Saved data entries:
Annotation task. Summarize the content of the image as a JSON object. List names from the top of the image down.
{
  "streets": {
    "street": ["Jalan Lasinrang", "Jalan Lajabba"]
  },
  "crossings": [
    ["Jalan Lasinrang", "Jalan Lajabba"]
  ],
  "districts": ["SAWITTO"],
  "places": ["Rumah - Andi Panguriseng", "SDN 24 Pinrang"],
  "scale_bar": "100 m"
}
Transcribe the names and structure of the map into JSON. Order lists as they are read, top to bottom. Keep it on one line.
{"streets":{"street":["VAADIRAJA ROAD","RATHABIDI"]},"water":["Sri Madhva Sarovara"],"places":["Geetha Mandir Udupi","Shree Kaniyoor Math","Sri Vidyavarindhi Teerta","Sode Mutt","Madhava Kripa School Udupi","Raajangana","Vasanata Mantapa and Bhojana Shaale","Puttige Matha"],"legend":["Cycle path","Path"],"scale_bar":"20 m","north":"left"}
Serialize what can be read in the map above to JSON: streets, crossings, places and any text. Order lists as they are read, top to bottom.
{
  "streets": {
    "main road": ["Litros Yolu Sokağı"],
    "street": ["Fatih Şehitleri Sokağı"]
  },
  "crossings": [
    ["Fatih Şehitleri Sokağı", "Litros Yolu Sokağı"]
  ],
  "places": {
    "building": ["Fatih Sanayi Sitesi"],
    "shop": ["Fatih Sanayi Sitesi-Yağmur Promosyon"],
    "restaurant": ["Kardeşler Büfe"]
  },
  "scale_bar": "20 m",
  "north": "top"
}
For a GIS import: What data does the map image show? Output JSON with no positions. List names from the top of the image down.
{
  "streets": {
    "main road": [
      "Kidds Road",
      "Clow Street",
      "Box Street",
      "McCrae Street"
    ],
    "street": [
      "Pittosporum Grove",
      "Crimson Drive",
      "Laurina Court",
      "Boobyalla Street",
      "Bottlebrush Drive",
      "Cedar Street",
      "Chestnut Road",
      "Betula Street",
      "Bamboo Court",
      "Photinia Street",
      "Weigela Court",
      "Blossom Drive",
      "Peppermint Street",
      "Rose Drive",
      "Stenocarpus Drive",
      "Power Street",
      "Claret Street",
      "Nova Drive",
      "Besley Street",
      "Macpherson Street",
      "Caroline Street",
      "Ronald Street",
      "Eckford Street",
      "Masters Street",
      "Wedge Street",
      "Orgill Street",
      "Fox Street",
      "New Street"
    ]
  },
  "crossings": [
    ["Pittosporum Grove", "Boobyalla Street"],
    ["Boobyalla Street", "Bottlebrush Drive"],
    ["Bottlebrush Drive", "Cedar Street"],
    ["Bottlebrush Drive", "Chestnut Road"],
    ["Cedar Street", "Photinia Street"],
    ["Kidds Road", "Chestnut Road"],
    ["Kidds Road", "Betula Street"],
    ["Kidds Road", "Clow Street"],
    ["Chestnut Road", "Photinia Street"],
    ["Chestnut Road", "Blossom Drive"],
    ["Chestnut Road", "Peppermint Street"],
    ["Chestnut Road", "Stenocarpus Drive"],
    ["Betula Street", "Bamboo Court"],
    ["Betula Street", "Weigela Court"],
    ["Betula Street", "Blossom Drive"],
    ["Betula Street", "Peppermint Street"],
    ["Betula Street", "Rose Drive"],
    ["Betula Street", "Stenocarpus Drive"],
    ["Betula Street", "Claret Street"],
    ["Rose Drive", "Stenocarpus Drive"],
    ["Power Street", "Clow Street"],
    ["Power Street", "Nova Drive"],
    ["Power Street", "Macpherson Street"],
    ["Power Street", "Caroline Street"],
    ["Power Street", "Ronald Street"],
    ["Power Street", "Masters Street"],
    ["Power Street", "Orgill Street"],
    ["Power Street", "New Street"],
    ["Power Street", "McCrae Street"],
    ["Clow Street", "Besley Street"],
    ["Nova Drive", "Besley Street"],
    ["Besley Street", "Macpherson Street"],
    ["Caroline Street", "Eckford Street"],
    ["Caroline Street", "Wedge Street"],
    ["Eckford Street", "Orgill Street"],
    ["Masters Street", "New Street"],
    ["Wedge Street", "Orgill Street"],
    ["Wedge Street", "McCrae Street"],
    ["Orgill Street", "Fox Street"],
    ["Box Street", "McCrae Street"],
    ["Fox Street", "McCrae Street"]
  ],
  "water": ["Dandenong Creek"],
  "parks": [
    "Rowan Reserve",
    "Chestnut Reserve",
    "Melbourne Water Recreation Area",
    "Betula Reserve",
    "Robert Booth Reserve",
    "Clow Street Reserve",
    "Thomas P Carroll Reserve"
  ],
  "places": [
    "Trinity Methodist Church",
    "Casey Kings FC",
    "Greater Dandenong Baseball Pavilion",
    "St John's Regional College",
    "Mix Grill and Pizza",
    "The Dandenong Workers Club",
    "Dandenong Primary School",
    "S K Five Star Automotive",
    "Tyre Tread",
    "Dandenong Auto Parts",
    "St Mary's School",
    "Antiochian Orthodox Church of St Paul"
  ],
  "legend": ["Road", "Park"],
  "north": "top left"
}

- _WORK REQUEST_
The required result is a verbatim copy of all the entries.

- _ANSWER SPACE_
Annotation task. Summarize the content of the image as a JSON object. List names from the top of the image down.
{
  "streets": {
    "street": ["Jalan Lasinrang", "Jalan Lajabba"]
  },
  "crossings": [
    ["Jalan Lasinrang", "Jalan Lajabba"]
  ],
  "districts": ["SAWITTO"],
  "places": ["Rumah - Andi Panguriseng", "SDN 24 Pinrang"],
  "scale_bar": "100 m"
}
Transcribe the names and structure of the map into JSON. Order lists as they are read, top to bottom. Keep it on one line.
{"streets":{"street":["VAADIRAJA ROAD","RATHABIDI"]},"water":["Sri Madhva Sarovara"],"places":["Geetha Mandir Udupi","Shree Kaniyoor Math","Sri Vidyavarindhi Teerta","Sode Mutt","Madhava Kripa School Udupi","Raajangana","Vasanata Mantapa and Bhojana Shaale","Puttige Matha"],"legend":["Cycle path","Path"],"scale_bar":"20 m","north":"left"}
Serialize what can be read in the map above to JSON: streets, crossings, places and any text. Order lists as they are read, top to bottom.
{
  "streets": {
    "main road": ["Litros Yolu Sokağı"],
    "street": ["Fatih Şehitleri Sokağı"]
  },
  "crossings": [
    ["Fatih Şehitleri Sokağı", "Litros Yolu Sokağı"]
  ],
  "places": {
    "building": ["Fatih Sanayi Sitesi"],
    "shop": ["Fatih Sanayi Sitesi-Yağmur Promosyon"],
    "restaurant": ["Kardeşler Büfe"]
  },
  "scale_bar": "20 m",
  "north": "top"
}
For a GIS import: What data does the map image show? Output JSON with no positions. List names from the top of the image down.
{
  "streets": {
    "main road": [
      "Kidds Road",
      "Clow Street",
      "Box Street",
      "McCrae Street"
    ],
    "street": [
      "Pittosporum Grove",
      "Crimson Drive",
      "Laurina Court",
      "Boobyalla Street",
      "Bottlebrush Drive",
      "Cedar Street",
      "Chestnut Road",
      "Betula Street",
      "Bamboo Court",
      "Photinia Street",
      "Weigela Court",
      "Blossom Drive",
      "Peppermint Street",
      "Rose Drive",
      "Stenocarpus Drive",
      "Power Street",
      "Claret Street",
      "Nova Drive",
      "Besley Street",
      "Macpherson Street",
      "Caroline Street",
      "Ronald Street",
      "Eckford Street",
      "Masters Street",
      "Wedge Street",
      "Orgill Street",
      "Fox Street",
      "New Street"
    ]
  },
  "crossings": [
    ["Pittosporum Grove", "Boobyalla Street"],
    ["Boobyalla Street", "Bottlebrush Drive"],
    ["Bottlebrush Drive", "Cedar Street"],
    ["Bottlebrush Drive", "Chestnut Road"],
    ["Cedar Street", "Photinia Street"],
    ["Kidds Road", "Chestnut Road"],
    ["Kidds Road", "Betula Street"],
    ["Kidds Road", "Clow Street"],
    ["Chestnut Road", "Photinia Street"],
    ["Chestnut Road", "Blossom Drive"],
    ["Chestnut Road", "Peppermint Street"],
    ["Chestnut Road", "Stenocarpus Drive"],
    ["Betula Street", "Bamboo Court"],
    ["Betula Street", "Weigela Court"],
    ["Betula Street", "Blossom Drive"],
    ["Betula Street", "Peppermint Street"],
    ["Betula Street", "Rose Drive"],
    ["Betula Street", "Stenocarpus Drive"],
    ["Betula Street", "Claret Street"],
    ["Rose Drive", "Stenocarpus Drive"],
    ["Power Street", "Clow Street"],
    ["Power Street", "Nova Drive"],
    ["Power Street", "Macpherson Street"],
    ["Power Street", "Caroline Street"],
    ["Power Street", "Ronald Street"],
    ["Power Street", "Masters Street"],
    ["Power Street", "Orgill Street"],
    ["Power Street", "New Street"],
    ["Power Street", "McCrae Street"],
    ["Clow Street", "Besley Street"],
    ["Nova Drive", "Besley Street"],
    ["Besley Street", "Macpherson Street"],
    ["Caroline Street", "Eckford Street"],
    ["Caroline Street", "Wedge Street"],
    ["Eckford Street", "Orgill Street"],
    ["Masters Street", "New Street"],
    ["Wedge Street", "Orgill Street"],
    ["Wedge Street", "McCrae Street"],
    ["Orgill Street", "Fox Street"],
    ["Box Street", "McCrae Street"],
    ["Fox Street", "McCrae Street"]
  ],
  "water": ["Dandenong Creek"],
  "parks": [
    "Rowan Reserve",
    "Chestnut Reserve",
    "Melbourne Water Recreation Area",
    "Betula Reserve",
    "Robert Booth Reserve",
    "Clow Street Reserve",
    "Thomas P Carroll Reserve"
  ],
  "places": [
    "Trinity Methodist Church",
    "Casey Kings FC",
    "Greater Dandenong Baseball Pavilion",
    "St John's Regional College",
    "Mix Grill and Pizza",
    "The Dandenong Workers Club",
    "Dandenong Primary School",
    "S K Five Star Automotive",
    "Tyre Tread",
    "Dandenong Auto Parts",
    "St Mary's School",
    "Antiochian Orthodox Church of St Paul"
  ],
  "legend": ["Road", "Park"],
  "north": "top left"
}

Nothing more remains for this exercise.